On Jan 4, rotchm wrote:
> Again, your description is very ambiguous to me. I have no idea
> what you are talking about. I will assume you mean:
<<snip 1983 definition of length>>
Here is what I'm talking about:
======================================
It simply is not possible to separate OWLS
from the method of clock synchronization.
Different methods of synchronization can yield
different values of OWLS, but the standard
methods of synchronization all yield OWLS = TWLS.
Tom Roberts
The above is an excerpt from the thread
"A Proposed Experiment to test OWLS"
======================================
Einstein said that observers using the absolutely
synchronous clocks of classical physics will get
a variable one-way light speed.
[Quoting Einstein:]
"w is the required velocity of light with respect to
the carriage, and we have
w = c - v.
The velocity of propagation of a ray of light relative
to the carriage thus comes out smaller than c.

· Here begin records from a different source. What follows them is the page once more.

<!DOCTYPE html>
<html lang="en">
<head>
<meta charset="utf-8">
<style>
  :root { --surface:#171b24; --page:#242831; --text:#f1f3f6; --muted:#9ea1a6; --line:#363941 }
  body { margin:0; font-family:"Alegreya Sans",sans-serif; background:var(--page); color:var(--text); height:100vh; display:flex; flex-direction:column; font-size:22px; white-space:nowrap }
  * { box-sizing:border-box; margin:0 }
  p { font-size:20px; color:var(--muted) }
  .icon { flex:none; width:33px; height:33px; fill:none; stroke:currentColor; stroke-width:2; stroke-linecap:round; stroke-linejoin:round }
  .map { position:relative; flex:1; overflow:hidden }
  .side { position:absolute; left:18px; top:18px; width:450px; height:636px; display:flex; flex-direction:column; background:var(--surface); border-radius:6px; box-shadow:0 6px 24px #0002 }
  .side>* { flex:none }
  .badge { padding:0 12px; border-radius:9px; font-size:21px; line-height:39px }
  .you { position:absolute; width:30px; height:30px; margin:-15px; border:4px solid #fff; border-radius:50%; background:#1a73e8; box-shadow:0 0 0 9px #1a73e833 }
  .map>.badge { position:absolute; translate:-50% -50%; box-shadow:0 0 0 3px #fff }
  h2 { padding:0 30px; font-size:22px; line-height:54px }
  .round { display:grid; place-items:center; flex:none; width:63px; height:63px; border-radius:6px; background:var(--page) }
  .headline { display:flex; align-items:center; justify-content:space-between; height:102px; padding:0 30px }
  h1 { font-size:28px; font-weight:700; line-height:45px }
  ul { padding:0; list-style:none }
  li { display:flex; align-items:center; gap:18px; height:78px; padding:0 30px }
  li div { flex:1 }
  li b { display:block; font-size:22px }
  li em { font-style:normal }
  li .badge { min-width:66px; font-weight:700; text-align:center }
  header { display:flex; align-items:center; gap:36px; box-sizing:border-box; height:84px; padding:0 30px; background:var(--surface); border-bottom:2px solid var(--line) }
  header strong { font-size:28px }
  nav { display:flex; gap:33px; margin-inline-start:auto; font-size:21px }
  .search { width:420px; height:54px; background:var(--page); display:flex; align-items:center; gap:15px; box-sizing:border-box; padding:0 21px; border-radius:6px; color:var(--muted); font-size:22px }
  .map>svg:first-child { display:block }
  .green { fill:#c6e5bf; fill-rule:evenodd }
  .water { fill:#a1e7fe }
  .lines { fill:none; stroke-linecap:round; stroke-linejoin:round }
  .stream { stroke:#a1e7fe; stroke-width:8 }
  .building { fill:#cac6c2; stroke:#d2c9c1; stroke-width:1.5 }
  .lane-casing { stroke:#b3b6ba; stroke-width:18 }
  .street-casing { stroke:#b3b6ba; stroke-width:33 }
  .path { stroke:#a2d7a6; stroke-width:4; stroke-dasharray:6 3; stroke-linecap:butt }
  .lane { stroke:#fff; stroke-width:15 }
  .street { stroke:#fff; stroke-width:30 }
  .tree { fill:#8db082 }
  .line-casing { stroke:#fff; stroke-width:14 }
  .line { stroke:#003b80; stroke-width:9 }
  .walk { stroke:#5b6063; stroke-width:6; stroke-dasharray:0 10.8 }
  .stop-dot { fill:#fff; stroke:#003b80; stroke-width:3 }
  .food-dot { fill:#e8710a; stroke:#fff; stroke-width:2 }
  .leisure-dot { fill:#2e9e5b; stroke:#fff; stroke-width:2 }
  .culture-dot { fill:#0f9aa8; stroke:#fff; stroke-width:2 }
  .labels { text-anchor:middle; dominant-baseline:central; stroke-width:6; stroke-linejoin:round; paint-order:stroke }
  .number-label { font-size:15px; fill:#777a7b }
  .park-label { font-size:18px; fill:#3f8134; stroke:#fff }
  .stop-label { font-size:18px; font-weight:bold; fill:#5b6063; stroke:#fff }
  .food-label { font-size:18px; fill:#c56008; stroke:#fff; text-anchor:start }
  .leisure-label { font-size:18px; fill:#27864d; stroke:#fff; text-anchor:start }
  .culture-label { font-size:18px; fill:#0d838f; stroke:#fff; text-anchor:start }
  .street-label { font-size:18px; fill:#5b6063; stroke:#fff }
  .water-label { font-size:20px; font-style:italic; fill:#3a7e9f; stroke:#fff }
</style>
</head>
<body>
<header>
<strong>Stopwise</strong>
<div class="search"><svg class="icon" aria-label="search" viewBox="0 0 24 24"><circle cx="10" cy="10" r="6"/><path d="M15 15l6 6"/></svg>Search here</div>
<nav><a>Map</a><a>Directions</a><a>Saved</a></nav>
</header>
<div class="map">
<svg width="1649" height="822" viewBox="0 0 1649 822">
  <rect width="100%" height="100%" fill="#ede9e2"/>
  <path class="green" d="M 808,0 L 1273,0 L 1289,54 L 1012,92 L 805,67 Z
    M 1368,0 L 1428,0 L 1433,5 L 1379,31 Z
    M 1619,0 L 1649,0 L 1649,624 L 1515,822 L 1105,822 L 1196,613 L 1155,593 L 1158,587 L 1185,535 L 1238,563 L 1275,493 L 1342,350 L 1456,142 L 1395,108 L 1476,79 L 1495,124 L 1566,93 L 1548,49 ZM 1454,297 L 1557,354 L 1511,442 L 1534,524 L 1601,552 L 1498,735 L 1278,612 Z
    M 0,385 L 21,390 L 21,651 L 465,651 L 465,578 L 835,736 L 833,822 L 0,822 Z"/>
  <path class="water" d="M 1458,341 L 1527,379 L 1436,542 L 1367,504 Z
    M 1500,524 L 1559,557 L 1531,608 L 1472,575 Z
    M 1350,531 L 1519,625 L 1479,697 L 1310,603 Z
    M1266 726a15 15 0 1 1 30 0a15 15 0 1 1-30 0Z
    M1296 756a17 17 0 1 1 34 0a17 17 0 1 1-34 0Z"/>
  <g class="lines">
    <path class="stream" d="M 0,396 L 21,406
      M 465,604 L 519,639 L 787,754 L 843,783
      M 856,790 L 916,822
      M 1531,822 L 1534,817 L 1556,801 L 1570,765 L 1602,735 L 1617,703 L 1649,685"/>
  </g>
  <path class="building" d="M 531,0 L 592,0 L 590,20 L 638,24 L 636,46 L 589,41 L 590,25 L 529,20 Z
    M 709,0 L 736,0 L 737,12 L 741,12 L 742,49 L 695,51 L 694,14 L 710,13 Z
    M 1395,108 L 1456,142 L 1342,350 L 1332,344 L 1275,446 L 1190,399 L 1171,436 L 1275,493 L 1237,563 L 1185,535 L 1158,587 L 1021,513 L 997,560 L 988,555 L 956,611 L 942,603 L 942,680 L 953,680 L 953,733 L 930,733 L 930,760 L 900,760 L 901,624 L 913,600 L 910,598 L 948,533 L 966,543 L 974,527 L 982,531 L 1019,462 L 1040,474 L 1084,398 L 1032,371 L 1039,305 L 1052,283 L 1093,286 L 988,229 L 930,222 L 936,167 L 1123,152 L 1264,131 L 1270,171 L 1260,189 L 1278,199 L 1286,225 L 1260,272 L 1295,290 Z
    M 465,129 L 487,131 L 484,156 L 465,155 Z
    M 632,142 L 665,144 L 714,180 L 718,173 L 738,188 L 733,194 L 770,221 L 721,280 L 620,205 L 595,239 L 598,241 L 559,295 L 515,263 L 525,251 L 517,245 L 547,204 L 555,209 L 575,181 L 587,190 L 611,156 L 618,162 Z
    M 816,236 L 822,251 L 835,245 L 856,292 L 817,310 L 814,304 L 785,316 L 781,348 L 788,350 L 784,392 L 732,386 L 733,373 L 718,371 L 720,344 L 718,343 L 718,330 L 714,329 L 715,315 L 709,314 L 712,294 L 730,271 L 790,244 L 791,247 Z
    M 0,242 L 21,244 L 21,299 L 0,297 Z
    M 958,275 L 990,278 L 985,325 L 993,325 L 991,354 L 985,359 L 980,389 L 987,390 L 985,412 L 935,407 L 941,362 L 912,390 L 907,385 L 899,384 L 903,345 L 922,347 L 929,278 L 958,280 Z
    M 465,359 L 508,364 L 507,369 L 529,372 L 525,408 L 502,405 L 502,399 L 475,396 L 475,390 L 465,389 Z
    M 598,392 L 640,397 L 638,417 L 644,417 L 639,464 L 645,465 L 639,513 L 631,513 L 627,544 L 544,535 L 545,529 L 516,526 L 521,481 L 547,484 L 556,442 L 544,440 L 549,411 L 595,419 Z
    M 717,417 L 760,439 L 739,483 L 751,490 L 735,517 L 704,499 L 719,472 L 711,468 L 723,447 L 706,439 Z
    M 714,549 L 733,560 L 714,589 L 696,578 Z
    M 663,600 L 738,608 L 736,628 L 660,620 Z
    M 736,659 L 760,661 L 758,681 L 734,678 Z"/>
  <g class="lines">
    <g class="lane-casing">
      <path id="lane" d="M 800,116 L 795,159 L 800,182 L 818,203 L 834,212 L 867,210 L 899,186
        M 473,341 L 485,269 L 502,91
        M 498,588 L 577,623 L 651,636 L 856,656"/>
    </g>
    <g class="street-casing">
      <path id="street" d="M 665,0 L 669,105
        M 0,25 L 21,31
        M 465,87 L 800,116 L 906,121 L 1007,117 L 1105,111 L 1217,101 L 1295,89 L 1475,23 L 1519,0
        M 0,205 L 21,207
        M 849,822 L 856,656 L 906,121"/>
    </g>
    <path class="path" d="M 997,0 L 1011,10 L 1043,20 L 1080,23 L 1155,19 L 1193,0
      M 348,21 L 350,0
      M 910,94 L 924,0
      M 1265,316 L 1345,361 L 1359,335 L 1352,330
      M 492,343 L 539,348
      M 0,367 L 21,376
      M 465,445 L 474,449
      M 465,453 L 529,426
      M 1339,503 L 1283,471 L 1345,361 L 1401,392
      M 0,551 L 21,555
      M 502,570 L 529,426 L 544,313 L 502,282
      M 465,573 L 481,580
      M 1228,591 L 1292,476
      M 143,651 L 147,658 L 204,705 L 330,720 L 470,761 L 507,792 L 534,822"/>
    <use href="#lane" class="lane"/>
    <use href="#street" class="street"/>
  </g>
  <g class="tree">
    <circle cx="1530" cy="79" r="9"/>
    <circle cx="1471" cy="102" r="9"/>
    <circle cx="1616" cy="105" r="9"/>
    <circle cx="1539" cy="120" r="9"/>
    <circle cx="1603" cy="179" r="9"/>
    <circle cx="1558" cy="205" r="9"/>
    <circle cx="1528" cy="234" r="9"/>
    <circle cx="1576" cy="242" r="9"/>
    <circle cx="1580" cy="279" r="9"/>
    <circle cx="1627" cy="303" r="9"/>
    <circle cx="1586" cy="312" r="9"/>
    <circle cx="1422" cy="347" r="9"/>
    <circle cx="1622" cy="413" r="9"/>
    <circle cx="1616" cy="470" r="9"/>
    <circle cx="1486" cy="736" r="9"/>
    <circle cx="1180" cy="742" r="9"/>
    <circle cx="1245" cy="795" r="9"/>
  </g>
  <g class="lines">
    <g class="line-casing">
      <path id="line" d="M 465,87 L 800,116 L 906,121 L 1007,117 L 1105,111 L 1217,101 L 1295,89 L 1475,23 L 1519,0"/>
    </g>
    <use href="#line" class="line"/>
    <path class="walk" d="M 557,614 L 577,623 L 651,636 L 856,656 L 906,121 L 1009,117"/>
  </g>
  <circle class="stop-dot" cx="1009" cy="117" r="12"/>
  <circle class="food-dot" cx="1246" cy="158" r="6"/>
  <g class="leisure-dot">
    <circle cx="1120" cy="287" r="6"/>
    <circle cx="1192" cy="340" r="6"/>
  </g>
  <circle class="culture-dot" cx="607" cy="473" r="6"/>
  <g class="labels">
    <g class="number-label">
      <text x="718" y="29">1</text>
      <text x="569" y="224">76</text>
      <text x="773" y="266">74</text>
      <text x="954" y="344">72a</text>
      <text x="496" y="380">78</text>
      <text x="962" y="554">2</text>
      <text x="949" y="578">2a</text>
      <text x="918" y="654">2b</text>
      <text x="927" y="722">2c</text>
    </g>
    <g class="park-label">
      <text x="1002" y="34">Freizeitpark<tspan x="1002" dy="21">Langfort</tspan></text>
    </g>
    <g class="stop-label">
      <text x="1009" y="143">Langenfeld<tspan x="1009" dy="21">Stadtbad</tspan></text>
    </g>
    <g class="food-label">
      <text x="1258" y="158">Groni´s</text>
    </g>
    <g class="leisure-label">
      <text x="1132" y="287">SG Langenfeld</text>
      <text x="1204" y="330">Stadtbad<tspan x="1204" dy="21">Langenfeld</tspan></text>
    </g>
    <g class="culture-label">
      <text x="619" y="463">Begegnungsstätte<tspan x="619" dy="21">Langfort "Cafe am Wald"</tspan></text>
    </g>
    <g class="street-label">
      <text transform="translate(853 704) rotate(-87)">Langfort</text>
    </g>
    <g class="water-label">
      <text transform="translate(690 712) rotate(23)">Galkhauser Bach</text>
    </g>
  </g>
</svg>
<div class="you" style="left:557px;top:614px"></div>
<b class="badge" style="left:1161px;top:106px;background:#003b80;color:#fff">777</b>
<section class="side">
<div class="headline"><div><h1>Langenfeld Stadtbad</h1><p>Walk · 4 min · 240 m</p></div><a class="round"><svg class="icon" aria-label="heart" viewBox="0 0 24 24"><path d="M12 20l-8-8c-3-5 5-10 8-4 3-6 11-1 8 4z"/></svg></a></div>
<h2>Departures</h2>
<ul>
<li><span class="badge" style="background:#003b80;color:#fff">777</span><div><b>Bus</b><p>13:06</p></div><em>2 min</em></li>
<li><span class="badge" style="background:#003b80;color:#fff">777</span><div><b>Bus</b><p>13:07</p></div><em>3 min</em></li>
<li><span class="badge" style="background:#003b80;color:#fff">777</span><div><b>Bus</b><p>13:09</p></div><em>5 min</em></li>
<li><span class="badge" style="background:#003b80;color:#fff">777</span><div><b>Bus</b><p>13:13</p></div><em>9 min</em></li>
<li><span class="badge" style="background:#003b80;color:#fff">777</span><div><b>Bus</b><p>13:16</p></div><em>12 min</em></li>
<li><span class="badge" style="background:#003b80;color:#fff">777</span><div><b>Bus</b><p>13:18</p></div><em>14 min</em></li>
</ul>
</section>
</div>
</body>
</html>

But this result comes into conflict with the principle
of relativity.... For, like every other general law of
nature, the law of the transmission of light in vacuo
must, according to the principle of relativity, be the
same for the railway carriage as reference-body as when
the rails are the body of reference."
http://www.bartleby.com/173/7.html
This is not a closing velocity because Einstein claims
that it conflicts with the principle of relativity, and
a closing velocity would not do this.
Also, no mere closing velocity could have given Einstein
a headache.
And no mere closing velocity could have caused the creation
of the theory of special relativity.
The only way to get c and c - v prior to special relativity
would be by using classical physics' absolute synchronization.
======================================
Clearly, the one-way light speed is experimentally independent of the
two-way speed.
But let's begin again using your stuff.
Observers in Inertial Frame A time a light ray's round-trip using one
clock at the origin and a mirror at the end of the trip. The round-
trip time = 2 years per the origin clock. Out of sheer desperation
(due to their lack of absolute clock synchronization), they are forced
to force the distant clock to read the time 1 year when the light ray
makes a one-way trip to it from the origin clock (which read zero when
the light ray left it).
Now let the observers in another frame (B) do the same thing.

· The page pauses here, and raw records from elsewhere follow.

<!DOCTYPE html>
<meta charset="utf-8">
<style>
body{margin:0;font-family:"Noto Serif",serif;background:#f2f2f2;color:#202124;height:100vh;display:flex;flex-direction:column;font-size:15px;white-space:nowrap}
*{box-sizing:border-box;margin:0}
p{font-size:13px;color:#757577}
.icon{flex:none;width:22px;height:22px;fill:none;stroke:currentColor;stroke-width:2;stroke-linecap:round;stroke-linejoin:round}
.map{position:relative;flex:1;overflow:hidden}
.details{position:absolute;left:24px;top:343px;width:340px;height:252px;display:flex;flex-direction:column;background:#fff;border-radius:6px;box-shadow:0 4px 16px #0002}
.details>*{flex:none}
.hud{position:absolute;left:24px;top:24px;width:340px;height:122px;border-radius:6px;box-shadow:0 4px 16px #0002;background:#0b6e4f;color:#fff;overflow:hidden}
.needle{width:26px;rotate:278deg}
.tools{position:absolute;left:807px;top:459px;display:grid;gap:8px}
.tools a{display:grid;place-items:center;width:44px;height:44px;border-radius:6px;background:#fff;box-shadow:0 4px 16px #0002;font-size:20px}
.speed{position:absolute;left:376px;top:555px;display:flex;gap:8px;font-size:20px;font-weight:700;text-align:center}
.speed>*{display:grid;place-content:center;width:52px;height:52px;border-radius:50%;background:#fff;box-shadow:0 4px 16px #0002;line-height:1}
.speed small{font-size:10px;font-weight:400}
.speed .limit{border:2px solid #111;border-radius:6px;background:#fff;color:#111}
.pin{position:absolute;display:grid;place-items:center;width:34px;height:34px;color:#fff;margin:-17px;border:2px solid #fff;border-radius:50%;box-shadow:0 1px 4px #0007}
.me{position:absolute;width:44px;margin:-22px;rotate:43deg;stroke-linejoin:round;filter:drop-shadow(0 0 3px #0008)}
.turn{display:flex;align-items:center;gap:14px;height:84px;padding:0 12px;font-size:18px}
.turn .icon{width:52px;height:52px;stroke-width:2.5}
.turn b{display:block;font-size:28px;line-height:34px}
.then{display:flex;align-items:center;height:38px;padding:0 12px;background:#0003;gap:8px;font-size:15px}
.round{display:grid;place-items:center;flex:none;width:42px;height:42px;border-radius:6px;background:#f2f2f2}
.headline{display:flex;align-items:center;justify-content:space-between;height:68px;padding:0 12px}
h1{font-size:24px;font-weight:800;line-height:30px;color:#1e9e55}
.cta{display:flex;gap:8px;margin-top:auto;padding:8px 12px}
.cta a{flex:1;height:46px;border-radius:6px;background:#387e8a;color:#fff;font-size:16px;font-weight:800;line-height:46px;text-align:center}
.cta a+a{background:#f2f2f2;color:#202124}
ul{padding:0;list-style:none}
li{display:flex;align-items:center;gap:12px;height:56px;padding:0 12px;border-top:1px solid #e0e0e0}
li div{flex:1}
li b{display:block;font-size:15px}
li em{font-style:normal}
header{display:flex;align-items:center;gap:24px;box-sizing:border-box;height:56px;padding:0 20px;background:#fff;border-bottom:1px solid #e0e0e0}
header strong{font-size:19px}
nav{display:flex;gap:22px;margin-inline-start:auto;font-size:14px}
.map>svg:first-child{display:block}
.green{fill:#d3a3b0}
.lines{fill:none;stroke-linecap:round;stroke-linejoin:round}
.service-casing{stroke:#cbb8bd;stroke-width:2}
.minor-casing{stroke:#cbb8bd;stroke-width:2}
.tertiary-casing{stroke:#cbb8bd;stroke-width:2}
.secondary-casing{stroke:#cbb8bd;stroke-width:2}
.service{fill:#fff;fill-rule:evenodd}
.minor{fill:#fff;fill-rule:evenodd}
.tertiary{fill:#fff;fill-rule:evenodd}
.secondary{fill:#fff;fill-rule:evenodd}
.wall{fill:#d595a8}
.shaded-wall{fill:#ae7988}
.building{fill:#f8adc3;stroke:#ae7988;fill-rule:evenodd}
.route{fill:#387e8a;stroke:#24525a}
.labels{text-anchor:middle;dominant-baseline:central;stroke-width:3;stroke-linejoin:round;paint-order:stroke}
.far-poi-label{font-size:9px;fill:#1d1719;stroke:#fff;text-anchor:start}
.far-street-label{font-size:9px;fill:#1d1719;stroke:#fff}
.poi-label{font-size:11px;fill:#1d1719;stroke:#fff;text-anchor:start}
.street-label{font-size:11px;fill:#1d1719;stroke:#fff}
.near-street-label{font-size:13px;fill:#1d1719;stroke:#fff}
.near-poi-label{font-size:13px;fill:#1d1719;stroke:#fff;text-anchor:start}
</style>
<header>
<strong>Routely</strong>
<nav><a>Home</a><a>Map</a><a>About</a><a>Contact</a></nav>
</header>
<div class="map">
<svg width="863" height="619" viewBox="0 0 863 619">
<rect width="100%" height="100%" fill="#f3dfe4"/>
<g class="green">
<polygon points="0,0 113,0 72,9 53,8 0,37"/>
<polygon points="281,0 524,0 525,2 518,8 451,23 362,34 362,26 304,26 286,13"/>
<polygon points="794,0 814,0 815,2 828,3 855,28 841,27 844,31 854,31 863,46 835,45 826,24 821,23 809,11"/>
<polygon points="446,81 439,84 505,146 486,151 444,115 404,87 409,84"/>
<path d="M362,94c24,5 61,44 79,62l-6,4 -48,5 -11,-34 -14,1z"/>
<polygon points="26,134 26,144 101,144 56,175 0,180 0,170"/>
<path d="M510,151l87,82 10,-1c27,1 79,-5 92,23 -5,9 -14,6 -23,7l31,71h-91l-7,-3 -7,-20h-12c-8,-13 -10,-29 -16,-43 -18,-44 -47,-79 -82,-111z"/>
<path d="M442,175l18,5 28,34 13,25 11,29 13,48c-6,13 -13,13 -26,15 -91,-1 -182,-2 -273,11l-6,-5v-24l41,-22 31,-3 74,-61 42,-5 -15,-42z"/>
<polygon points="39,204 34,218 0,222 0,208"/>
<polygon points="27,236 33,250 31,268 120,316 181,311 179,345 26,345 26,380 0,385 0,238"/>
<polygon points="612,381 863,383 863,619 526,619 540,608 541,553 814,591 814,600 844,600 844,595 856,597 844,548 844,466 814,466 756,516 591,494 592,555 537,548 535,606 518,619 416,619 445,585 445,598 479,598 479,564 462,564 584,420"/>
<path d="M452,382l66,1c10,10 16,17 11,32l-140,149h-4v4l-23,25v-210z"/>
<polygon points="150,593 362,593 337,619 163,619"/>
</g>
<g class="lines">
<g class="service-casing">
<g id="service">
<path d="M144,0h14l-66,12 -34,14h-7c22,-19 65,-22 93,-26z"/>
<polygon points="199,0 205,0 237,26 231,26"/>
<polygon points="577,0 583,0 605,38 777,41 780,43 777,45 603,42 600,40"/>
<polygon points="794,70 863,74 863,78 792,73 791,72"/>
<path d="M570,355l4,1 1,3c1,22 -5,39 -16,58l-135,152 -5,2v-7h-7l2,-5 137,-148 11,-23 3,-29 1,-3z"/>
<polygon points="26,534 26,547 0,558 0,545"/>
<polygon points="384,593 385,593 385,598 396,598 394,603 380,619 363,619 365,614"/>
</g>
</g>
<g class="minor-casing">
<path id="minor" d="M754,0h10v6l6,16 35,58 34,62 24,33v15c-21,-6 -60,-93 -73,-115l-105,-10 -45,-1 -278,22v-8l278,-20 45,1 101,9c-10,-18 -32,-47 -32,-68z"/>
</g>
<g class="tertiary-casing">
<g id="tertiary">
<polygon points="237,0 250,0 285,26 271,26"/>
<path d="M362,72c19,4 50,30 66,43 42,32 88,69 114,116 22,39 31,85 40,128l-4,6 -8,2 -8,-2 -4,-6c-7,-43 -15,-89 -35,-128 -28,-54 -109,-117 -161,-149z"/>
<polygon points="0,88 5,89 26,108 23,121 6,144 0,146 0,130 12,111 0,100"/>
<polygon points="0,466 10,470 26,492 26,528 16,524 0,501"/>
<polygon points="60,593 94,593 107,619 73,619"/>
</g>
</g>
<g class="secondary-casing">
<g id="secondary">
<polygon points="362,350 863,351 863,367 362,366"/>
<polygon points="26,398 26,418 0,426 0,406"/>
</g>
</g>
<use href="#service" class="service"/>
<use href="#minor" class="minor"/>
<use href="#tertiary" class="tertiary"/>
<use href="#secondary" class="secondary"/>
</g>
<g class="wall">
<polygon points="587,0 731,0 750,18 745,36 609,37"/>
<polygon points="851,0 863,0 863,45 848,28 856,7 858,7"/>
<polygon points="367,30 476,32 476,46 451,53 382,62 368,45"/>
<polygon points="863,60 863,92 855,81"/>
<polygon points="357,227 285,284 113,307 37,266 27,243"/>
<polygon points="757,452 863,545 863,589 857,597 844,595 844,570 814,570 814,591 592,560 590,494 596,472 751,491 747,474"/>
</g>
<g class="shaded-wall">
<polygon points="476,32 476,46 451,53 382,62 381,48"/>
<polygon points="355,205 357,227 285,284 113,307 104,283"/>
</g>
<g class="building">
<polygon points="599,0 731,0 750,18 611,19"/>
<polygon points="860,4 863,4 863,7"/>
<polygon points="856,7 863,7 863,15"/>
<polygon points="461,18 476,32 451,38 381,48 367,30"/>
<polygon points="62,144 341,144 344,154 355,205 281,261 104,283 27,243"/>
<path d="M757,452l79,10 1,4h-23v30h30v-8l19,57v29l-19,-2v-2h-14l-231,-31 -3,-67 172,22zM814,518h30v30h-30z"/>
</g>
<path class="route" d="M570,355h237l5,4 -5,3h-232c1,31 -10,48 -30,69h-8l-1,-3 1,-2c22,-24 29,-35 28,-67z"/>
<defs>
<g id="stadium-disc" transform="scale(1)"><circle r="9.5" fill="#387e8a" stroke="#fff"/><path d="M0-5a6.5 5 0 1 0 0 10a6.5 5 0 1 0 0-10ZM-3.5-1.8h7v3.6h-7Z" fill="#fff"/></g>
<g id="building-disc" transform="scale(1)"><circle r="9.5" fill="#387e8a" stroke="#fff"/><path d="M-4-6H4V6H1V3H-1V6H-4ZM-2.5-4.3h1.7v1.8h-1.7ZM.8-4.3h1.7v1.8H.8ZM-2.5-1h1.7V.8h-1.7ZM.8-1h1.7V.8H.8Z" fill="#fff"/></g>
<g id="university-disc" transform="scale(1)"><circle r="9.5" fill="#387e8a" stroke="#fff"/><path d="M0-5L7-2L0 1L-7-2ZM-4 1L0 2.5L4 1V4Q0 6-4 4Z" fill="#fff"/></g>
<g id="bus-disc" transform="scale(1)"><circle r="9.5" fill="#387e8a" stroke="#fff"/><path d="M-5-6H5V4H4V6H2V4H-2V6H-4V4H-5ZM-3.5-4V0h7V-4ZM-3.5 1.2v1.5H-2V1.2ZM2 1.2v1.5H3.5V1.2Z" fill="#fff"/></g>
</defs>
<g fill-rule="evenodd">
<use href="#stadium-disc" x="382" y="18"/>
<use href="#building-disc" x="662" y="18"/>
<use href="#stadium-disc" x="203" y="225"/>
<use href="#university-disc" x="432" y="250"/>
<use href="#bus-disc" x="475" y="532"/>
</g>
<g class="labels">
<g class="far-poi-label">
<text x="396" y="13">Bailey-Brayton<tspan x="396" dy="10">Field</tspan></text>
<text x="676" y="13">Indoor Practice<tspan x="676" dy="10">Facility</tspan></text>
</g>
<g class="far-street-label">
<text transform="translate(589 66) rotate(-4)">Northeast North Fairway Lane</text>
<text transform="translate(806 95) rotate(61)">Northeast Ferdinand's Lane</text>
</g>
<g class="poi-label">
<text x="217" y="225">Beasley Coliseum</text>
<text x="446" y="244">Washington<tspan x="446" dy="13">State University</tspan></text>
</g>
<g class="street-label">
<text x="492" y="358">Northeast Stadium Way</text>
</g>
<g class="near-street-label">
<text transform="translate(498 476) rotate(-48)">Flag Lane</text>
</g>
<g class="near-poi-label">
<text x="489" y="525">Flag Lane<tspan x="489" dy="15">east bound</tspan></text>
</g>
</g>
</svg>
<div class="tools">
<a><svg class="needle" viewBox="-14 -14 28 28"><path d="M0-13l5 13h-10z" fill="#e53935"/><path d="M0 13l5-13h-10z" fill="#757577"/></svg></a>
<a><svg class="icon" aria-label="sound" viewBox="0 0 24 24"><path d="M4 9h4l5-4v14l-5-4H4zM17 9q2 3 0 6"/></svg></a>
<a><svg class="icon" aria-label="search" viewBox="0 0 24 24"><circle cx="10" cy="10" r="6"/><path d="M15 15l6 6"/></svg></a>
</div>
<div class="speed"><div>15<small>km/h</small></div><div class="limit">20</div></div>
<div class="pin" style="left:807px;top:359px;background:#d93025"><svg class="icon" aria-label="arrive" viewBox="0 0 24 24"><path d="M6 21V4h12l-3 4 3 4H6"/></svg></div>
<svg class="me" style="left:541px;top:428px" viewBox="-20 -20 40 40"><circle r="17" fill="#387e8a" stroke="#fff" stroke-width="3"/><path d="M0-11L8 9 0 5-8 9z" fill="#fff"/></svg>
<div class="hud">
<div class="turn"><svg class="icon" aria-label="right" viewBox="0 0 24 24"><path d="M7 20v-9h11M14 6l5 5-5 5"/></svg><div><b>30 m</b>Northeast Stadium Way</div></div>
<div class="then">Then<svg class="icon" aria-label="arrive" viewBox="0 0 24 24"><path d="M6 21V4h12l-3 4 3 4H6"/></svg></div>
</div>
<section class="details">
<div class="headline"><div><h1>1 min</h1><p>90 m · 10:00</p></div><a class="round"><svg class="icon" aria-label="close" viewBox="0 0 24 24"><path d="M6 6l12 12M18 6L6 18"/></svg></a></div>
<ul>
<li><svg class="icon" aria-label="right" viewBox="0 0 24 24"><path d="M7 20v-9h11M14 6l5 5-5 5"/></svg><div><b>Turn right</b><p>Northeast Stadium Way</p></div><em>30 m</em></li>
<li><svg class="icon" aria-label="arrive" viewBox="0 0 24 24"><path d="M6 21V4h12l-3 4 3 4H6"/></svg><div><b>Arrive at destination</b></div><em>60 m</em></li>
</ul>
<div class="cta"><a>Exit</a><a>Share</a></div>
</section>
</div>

Now let both observers compare their coordinate systems experimentally
using a single light source S, as follows:
Frame A
origin clocks start but both right-hand clocks are unstarted
[0]------------------x------------------[1yr]-->
S~>light emitted
[0]------------------x------------------[1yr]--->
Frame B
Note: A moves to the right relative to S, and B moves to the right
relative to A.
Note: It is not critical that the two distant clocks be perfectly
aligned as shown; all that matters is that the observers in each frame
have separately measured their own distance between their own clocks
to be x, as was given. (For example, x in each frame could be 1 light-
year.)
Related note: In no case does any observer in either frame measure any
distance that is not in his own frame. (No "cross-measurements" are
involved.)
Frame A A's right-hand clock starts now
--------[?]-----------x-----------[1yr]-->
S----------------------------------->light
--------------------[?]-----------x-----------[1yr]--->
Frame B B's right-hand clock still unstarted
If one wishes to have *correct* time measurements, then one must
acknowledge the simple fact that clock synchronization is not subject
to mere definition. This is because there is only ONE way to relate
clocks that will yield *correct* measurement, and that way is absolute
synchronization.
Therefore, any other clock-setting method must *conflict* with
experiment, as did Einstein's as shown by the above simple diagrams.
These diagrams show that Einstein's defined "c-invariance" directly
conflicts with experiment by invalidly having the distant clocks read
the same start time when they were in fact started at absolutely
different times. (We know that they were started at absolutely
different times because the two clock-starting events are light-like,
and such events have an absolute before and after. We are not
invoking absolute time here, only an absolute time difference between
two events.)
Both Einstein's second postulate and his definition of clock
"synchronization" are flawed because they attempt to define
synchronization. Man cannot do this. Synchronization (or
simultaneity) exists independently of man and his mere definitions.
All that man can do is attempt to correctly measure simultaneous
events (or any other events). For example, if two stars explode, then
the only way to correctly determine if they exploded simultaneously or
not is by placing two truly synchronous clocks at the clocks prior to
the explosions. This cannot be done by mere definition. The clocks
must be correctly related experimentally. No definition!